It is both one book with one author and one story and yet a collection of writings, from multiple authors, from different places, using different genres yet consistently agreeing with one another. It is both one book and many. It both has one author and many. It is both of these things that speak to its consistency and act as strong evidence it is, indeed, divine revelation.
One of the interesting things about the Bible is that it is both a single book and a collection of books. It has both a single author and multiple authors. It is both one story and yet multiple genres, stories and writings.

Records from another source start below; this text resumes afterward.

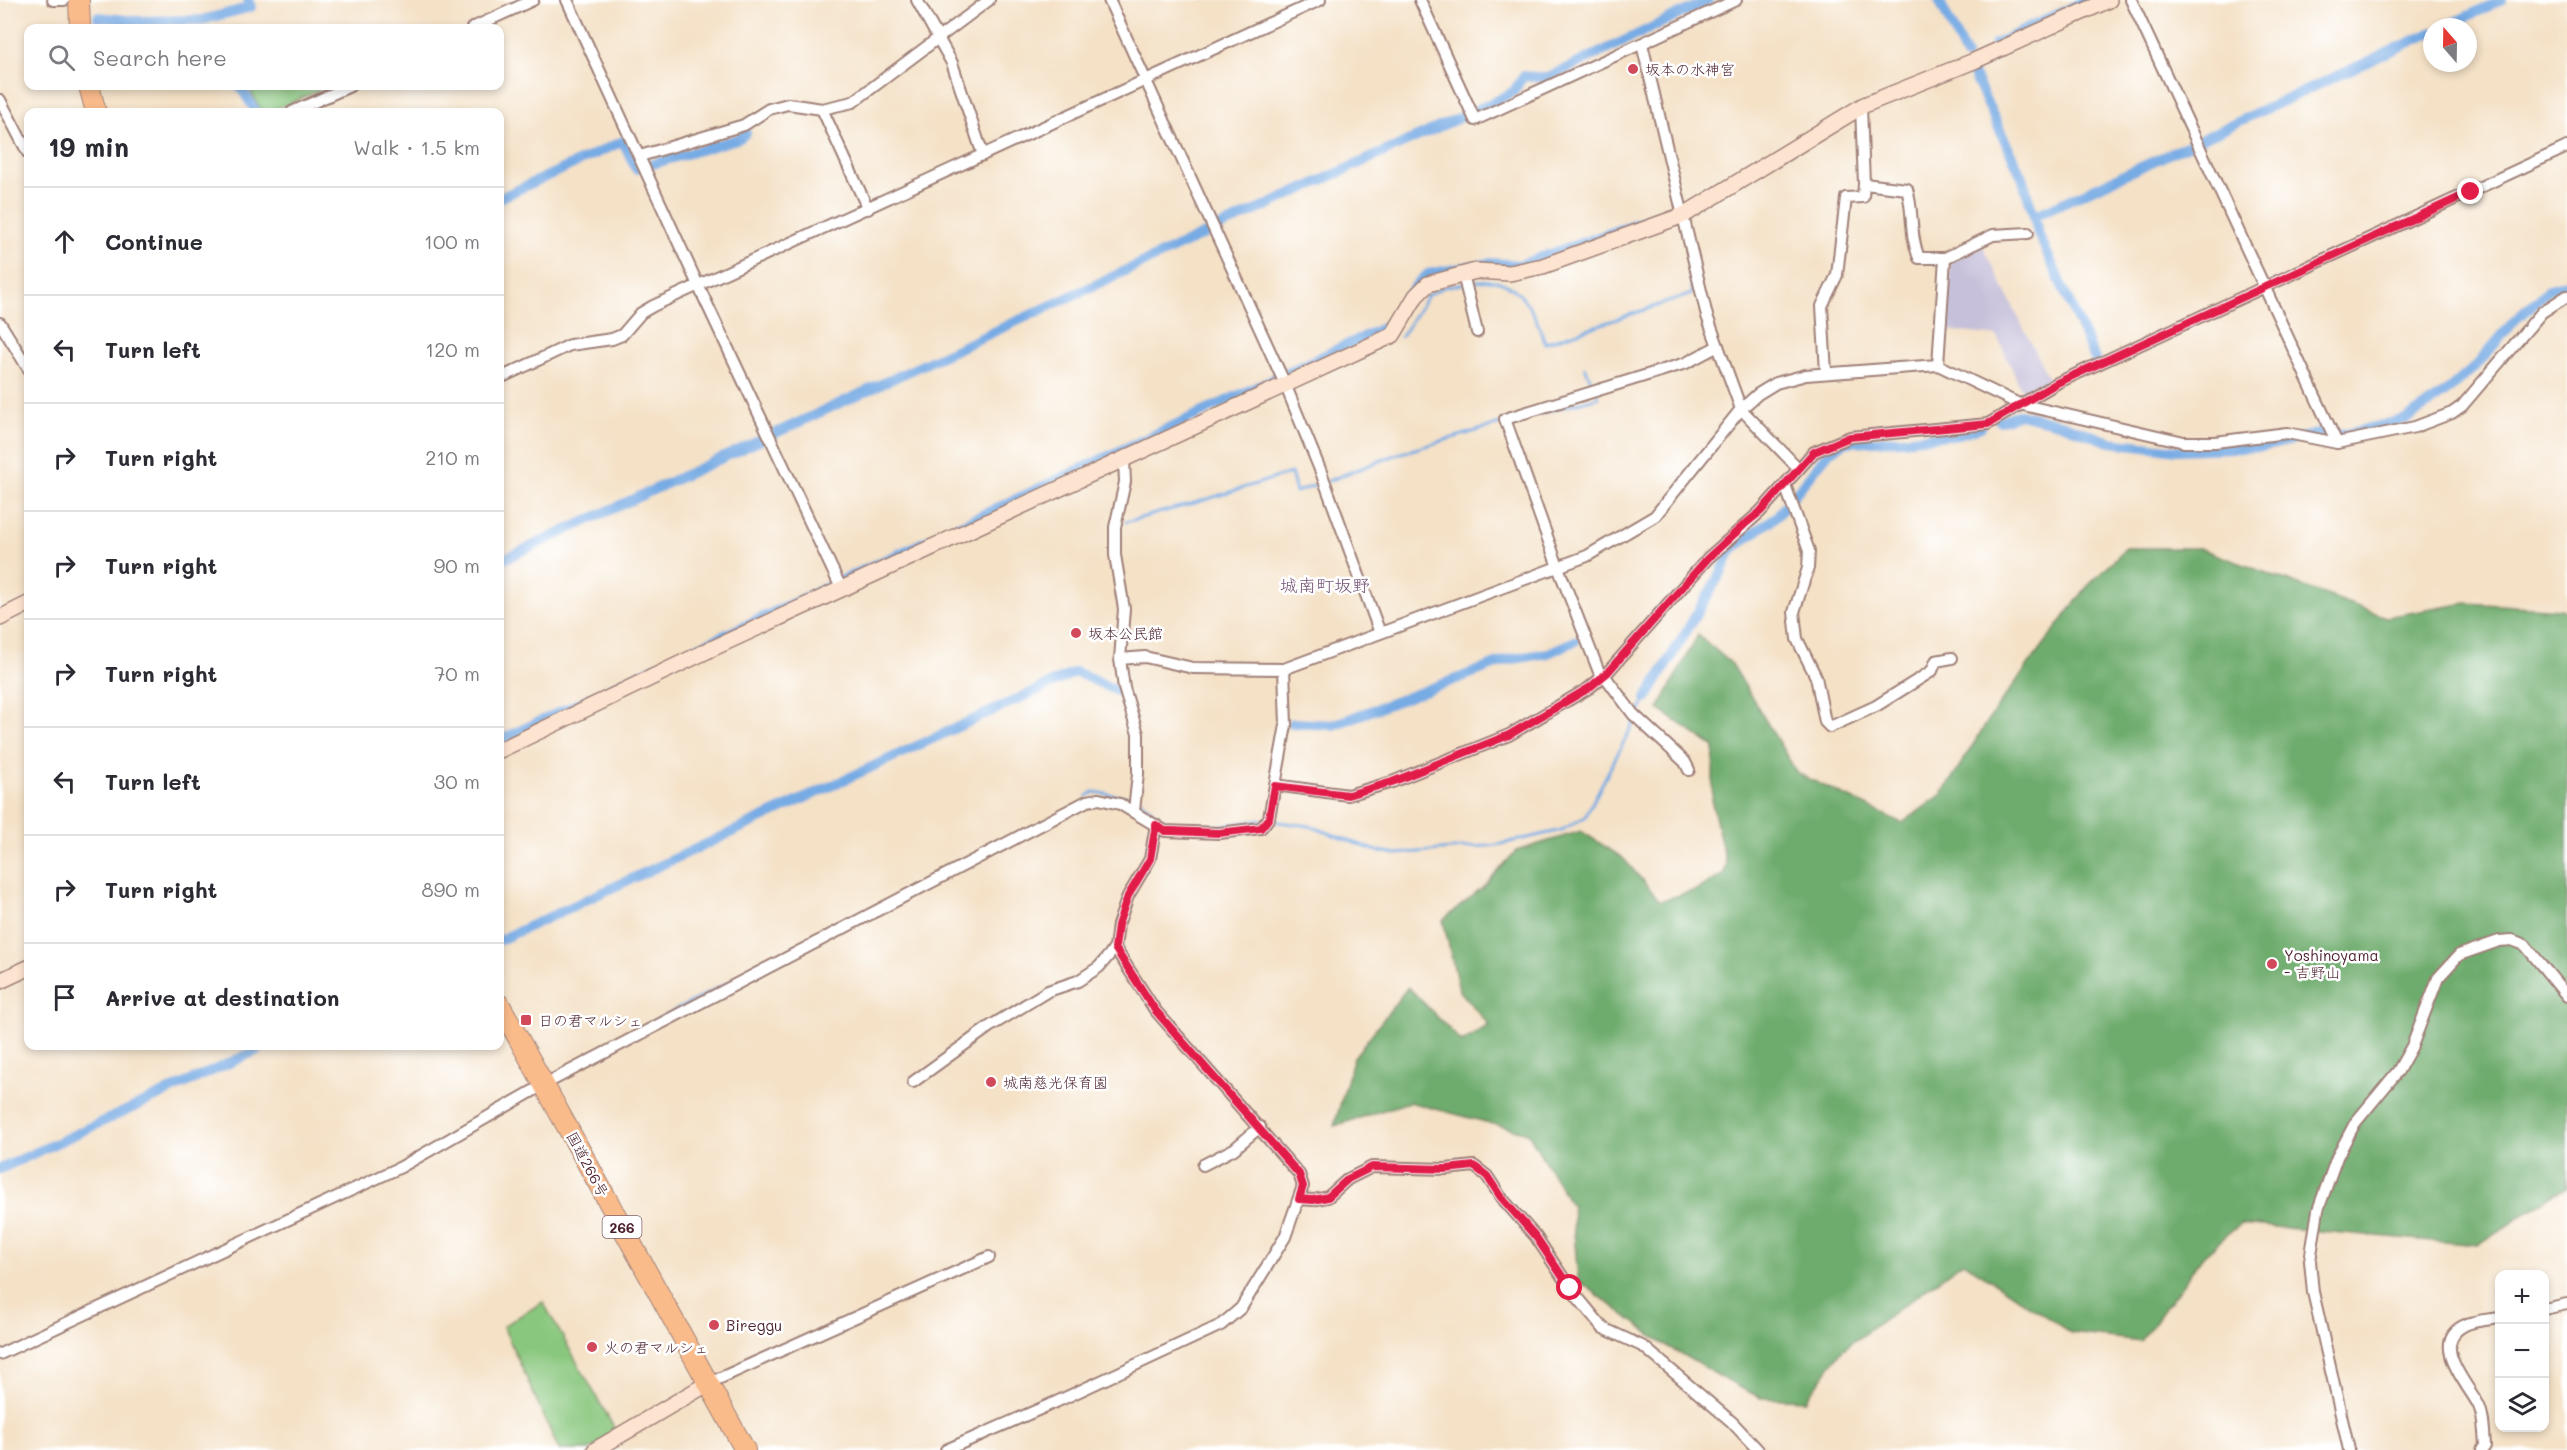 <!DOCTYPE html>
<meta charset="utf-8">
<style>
:root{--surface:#fff;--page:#f2f2f3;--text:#2b2b33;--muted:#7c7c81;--line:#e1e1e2}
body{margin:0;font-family:Mali,"Klee One",sans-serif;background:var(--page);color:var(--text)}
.controls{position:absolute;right:18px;bottom:18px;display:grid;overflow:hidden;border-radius:12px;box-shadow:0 3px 9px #0003}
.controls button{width:54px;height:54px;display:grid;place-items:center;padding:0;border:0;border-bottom:2px solid var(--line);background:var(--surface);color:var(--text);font:30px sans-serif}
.compass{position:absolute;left:2423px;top:18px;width:54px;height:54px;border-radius:50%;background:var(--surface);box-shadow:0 3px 9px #0003;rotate:340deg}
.stop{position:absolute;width:18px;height:18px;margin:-14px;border:4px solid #e11d48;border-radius:50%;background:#fff}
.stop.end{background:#e11d48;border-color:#fff;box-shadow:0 2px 6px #0008}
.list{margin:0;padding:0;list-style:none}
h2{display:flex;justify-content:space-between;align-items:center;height:78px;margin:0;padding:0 24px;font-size:26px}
h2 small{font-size:20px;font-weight:400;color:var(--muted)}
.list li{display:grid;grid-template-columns:39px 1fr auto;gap:18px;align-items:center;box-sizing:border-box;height:108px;padding:0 24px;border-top:2px solid var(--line)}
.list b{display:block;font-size:22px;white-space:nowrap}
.list em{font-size:20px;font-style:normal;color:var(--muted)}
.icon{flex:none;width:33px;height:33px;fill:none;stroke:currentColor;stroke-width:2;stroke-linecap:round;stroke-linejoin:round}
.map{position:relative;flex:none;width:2567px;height:1450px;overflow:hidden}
.search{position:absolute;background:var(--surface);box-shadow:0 3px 9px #0003;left:24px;top:24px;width:480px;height:66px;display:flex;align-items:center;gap:15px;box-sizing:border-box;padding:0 21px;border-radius:12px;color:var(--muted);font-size:22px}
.panel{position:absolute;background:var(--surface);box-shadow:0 3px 9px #0003;left:24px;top:108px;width:480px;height:942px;border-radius:12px}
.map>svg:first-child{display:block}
</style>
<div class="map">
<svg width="2567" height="1450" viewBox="0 0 2567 1450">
<rect width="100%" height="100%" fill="#fff"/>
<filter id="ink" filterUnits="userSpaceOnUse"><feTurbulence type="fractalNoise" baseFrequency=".0167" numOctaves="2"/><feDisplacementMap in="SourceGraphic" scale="12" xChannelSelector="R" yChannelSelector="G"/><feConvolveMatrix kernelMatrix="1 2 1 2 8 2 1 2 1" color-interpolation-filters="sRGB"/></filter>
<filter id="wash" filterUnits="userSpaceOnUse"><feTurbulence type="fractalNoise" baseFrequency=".008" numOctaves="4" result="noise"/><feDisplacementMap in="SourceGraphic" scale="24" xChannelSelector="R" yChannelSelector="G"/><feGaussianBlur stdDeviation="1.35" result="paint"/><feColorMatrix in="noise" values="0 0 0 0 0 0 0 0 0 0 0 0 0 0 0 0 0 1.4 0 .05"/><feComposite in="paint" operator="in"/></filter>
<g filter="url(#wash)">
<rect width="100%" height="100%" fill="#f4e1c6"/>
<polygon fill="#c6c0da" points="1983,246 2049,379 2023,393 1997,336 1946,330 1951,261"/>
<g fill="#89c77e" stroke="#6a7354" stroke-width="1.5">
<polygon points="248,86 329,86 269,112 262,112"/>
<polygon points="543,1302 617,1433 589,1450 559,1450 503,1326"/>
</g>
<polygon fill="#6eac6d" stroke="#5c664c" stroke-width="1.5" points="2126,548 2199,548 2386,617 2467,603 2561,609 2567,612 2567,1186 2478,1245 2240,1224 2203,1256 2141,1341 2071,1333 1963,1262 1842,1350 1806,1400 1761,1398 1733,1384 1662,1343 1578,1280 1572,1207 1528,1133 1409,1102 1334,1126 1354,1057 1408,987 1462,1042 1489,1025 1459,990 1443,920 1484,887 1516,851 1581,831 1623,858 1660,901 1696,890 1724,874 1726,864 1712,803 1714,747 1658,709 1698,635 1732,664 1797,773 1902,823 1942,794 1993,713 2086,588"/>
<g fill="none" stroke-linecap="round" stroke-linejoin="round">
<g stroke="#77abe4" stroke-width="3">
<path d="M1469 283C1514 271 1533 305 1545 343L1692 294 1687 255"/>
<polyline points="1401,337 1428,295 1444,287 1462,284"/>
<polyline points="1585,367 1594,387"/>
<polyline points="1534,415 1599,397 1597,393"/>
<polyline points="1328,481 1398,454 1500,424"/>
<polyline points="1126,522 1198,502 1291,473 1296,492 1322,483"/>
<polyline points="1087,796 1094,792 1133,798"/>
<polyline points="1139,799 1170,827"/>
<polyline points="1272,821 1310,826 1374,850 1396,854 1497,845 1562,830 1585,817 1646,699"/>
<polyline points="1179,826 1217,826 1262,820"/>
<polyline points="578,1061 839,925"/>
</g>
<g stroke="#77abe4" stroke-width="10">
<polyline points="1939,0 1966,56"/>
<polyline points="98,17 135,21 202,20 251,7 248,0"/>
<polyline points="2444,27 2502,0"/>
<polyline points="1995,44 2087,0"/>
<polyline points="1972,71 2022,177 2034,216 2193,143"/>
<polyline points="240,86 256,112"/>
<polyline points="2201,139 2432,32"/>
<polyline points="500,198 623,141 636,169 740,138 746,133"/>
<polyline points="2034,216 2038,233 2095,359"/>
<polyline points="1999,421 2020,414 2061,424 2110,442 2177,450 2262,447 2321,433 2346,434 2406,419 2445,393 2477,365 2514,321 2550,289 2567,284"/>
<polyline points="500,561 1222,226 1496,101 1514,91 1523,76 1547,78 1709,0"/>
<polyline points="1646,699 1722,571 1731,550 1777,516 1829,452 1846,442 1902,440 1959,434 1981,427"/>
<polyline points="1292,723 1333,725 1507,660 1548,653 1575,641"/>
<polyline points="500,740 1389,325 1416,285 1428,274 1490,263 1520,265 1682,207 1718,186"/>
<polyline points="500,940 1076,672 1117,691"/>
<polyline points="0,1169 266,1046"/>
</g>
</g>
</g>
<g filter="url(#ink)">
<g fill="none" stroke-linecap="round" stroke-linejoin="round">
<defs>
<g id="street">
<polyline points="53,0 64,0"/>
<polyline points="567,0 698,285 842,590"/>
<polyline points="917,0 952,63 983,155"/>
<polyline points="1109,0 1285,384 1321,472 1380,633"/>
<polyline points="1420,0 1475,120 1736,0"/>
<polyline points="2131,0 2337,443"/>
<polyline points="472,28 533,0"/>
<polyline points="1642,44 1707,316 1741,409 1799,469"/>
<polyline points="0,100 28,153"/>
<polyline points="1861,107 1864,184"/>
<polyline points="822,109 868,209"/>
<polyline points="292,112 350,86"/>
<polyline points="640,156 744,125 769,109 788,104 822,109 853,102 989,0"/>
<polyline points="1463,274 1477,332"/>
<polyline points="0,323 28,368"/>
<polyline points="1938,365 1945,258"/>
<path d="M1826 372 1822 306 1837 275 1846 198 1863 197 1864 184 1907 189C1914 212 1909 233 1919 258H1945L1993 235 2028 233"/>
<polyline points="500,378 570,345 612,339 622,335 641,313 653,306 1320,0"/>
<polyline points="1124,460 1125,482 1115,527 1115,555 1124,609 1120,659 1124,688 1138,734 1138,774 1134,811"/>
<polyline points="1785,485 1809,551 1808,568 1794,612 1797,639 1816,677 1825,722 1830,727 1876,706 1932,671 1936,661 1952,658"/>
<polyline points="1120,659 1145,657 1193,668 1284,669 1587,556 1655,516 1741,409 1758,394 1776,383 1806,375 1938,365 2019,404 2184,442 2215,442 2287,433 2337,443 2415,427 2452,413 2462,406 2542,312 2567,296"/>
<polyline points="1604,675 1633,714 1685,762 1689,770"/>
<polyline points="1601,677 1558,567 1505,419 1686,363 1718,346"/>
<polyline points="1275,785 1286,725 1284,669"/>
<polyline points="913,1082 989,1027 1048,991 1078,981 1099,967 1115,948 1118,925 1128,896 1150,859 1156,825"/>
<polyline points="1203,1165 1234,1149 1260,1127"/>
<polyline points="1299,1199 1313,1200 1328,1197 1348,1179 1372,1167 1446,1169 1474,1166 1487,1176 1500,1196 1536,1237 1570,1288 1603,1328 1644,1347 1732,1422 1758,1450"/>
<polyline points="2544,1309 2567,1304"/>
<polyline points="0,1354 401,1167 545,1084 1087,801 1099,799 1120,804 1165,831 1219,833 1261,828 1269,818 1275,785 1348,795 1392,782 1509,735 1589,688 1607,673 1708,558 1760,512 1814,452 1850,437 1988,424 2057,383 2567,147"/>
<polyline points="707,1384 989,1257"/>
<polyline points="946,1450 1056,1402 1221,1325 1241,1308 1285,1237 1303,1186 1299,1174 1155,1010 1115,948"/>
<polyline points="2349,1450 2313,1292 2310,1261 2318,1210 2337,1157 2355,1123 2398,1071 2412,1046 2438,978 2459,955 2499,941 2512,940 2525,945 2567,996"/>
<path d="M2482 1450 2485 1446C2484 1433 2484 1415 2478 1404 2468 1385 2430 1344 2463 1326 2473 1320 2488 1320 2500 1318"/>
</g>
<g id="secondary">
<polyline points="0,618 28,604"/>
<polyline points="500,750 709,650 1393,335 1416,296 1428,284 1476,271 1510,273 1543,266 1684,215 1864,105 1974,61 2109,0"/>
<polyline points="0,981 28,968"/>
<polyline points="595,1450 707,1384"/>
</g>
<g id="highway">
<polyline points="79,0 80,28"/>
<polyline points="89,86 96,112"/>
<polyline points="500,1005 745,1450"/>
</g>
</defs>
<use href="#street" stroke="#9f8078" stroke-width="14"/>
<use href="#secondary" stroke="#9f8078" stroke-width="18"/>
<use href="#highway" stroke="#9f8078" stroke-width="22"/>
<use href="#street" stroke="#fff" stroke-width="10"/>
<use href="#secondary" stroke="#fde4d1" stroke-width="15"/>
<use href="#highway" stroke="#fabb8b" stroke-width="20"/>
</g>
</g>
<g fill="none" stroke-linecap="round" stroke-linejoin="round" filter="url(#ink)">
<polyline stroke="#e11d48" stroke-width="8" points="1570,1288 1536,1237 1500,1196 1487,1176 1474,1166 1446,1169 1372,1167 1348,1179 1328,1197 1313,1200 1299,1199 1303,1186 1299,1174 1155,1010 1115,948 1118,925 1128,896 1150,859 1156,825 1165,831 1172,831 1219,833 1261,828 1269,818 1275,786 1348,795 1392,782 1509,735 1589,688 1607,673 1708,558 1745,524 1760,512 1814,452 1850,437 1988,424 2057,383 2471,192"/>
</g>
<g fill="#d1495b" stroke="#fff" stroke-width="2">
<circle cx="1633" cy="69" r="6"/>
<circle cx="1076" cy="633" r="6"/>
<circle cx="2272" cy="964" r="6"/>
<rect x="520" y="1014" width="12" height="12" rx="3"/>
<circle cx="991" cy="1082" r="6"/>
<circle cx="714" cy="1325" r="6"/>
<circle cx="592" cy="1347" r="6"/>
</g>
<g text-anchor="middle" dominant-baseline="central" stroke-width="5" stroke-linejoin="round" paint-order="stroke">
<rect fill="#fff" stroke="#80626b" stroke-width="1.5" x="602.5" y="1216" width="39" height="22" rx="4.5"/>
<g font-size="14" font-weight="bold" fill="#4a1f2b">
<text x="622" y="1227">266</text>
</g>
<g font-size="15" fill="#4a1f2b" stroke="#fff" text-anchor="start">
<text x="1645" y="69">坂本の水神宮</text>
<text x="1088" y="633">坂本公民館</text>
<text x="2284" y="955">Yoshinoyama<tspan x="2284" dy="17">- 吉野山</tspan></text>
<text x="538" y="1020">日の君マルシェ</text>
<text x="1003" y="1082">城南慈光保育園</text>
<text x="726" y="1325">Bireggu</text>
<text x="604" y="1347">火の君マルシェ</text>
</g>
<g font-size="15" fill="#4a1f2b" stroke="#fff">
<text transform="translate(588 1164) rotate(62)">国道266号</text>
</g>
<g font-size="18" fill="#735274" stroke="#fff">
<text x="1325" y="585">城南町坂野</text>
</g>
</g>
</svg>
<div class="controls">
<button>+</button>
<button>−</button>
<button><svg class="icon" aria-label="layers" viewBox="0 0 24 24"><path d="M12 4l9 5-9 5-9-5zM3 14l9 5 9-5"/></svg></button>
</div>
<svg class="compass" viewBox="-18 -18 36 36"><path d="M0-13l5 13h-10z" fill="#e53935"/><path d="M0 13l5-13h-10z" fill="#7c7c81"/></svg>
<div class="stop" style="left:1570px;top:1288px"></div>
<div class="stop end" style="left:2471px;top:192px"></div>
<div class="search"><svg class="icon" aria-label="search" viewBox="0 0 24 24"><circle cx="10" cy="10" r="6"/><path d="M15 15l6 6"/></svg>Search here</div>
<section class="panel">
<h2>19 min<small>Walk · 1.5 km</small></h2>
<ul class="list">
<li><svg class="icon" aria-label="ahead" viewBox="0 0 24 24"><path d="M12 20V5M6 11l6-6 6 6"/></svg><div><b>Continue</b></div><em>100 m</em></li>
<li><svg class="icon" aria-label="left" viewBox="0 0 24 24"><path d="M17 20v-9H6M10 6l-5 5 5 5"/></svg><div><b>Turn left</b></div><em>120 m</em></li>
<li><svg class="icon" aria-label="right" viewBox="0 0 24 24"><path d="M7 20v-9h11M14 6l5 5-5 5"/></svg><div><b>Turn right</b></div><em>210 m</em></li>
<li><svg class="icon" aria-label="right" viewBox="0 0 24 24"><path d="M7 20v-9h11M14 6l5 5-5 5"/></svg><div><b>Turn right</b></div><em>90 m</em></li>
<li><svg class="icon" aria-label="right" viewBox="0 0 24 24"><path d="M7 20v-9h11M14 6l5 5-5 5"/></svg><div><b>Turn right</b></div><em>70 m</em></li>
<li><svg class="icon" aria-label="left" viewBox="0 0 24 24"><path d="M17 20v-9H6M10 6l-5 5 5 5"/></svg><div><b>Turn left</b></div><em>30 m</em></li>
<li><svg class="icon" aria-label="right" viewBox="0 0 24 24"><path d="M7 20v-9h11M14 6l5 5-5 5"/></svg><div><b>Turn right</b></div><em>890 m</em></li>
<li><svg class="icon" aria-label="arrive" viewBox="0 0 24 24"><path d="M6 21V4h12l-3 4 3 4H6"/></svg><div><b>Arrive at destination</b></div></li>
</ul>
</section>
</div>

At any given moment, there is usually a push to treat it more clearly as one or the other. So, lots of people have made effort to ensure that we preach the Bible as one story – which it is – but then can so emphasise the oneness of the story and overarching author that it flattens the differences between the multiple authors. Others, by contrast, so emphasise the different authors and genres that they almost (or, sometimes, totally) ignore the fact that there is one storyline to about which the whole thing points in every part.
There are often different occasions to emphasise one thing or another. So, in preaching, I tend to emphasise the oneness of the story for believers reading the scriptures in light of the Christ to whom they point. Whether reading Old or New Testament narrative, poetry, prophecy or history the emphasis falls hard on the primary author (God) and the key to the storyline (Jesus Christ) and the reason for his coming and the occasion of any promises (the gospel). Whilst we are, of course, looking at the details of this particular book, we are concerned about them so far as the overarching storyline goes too.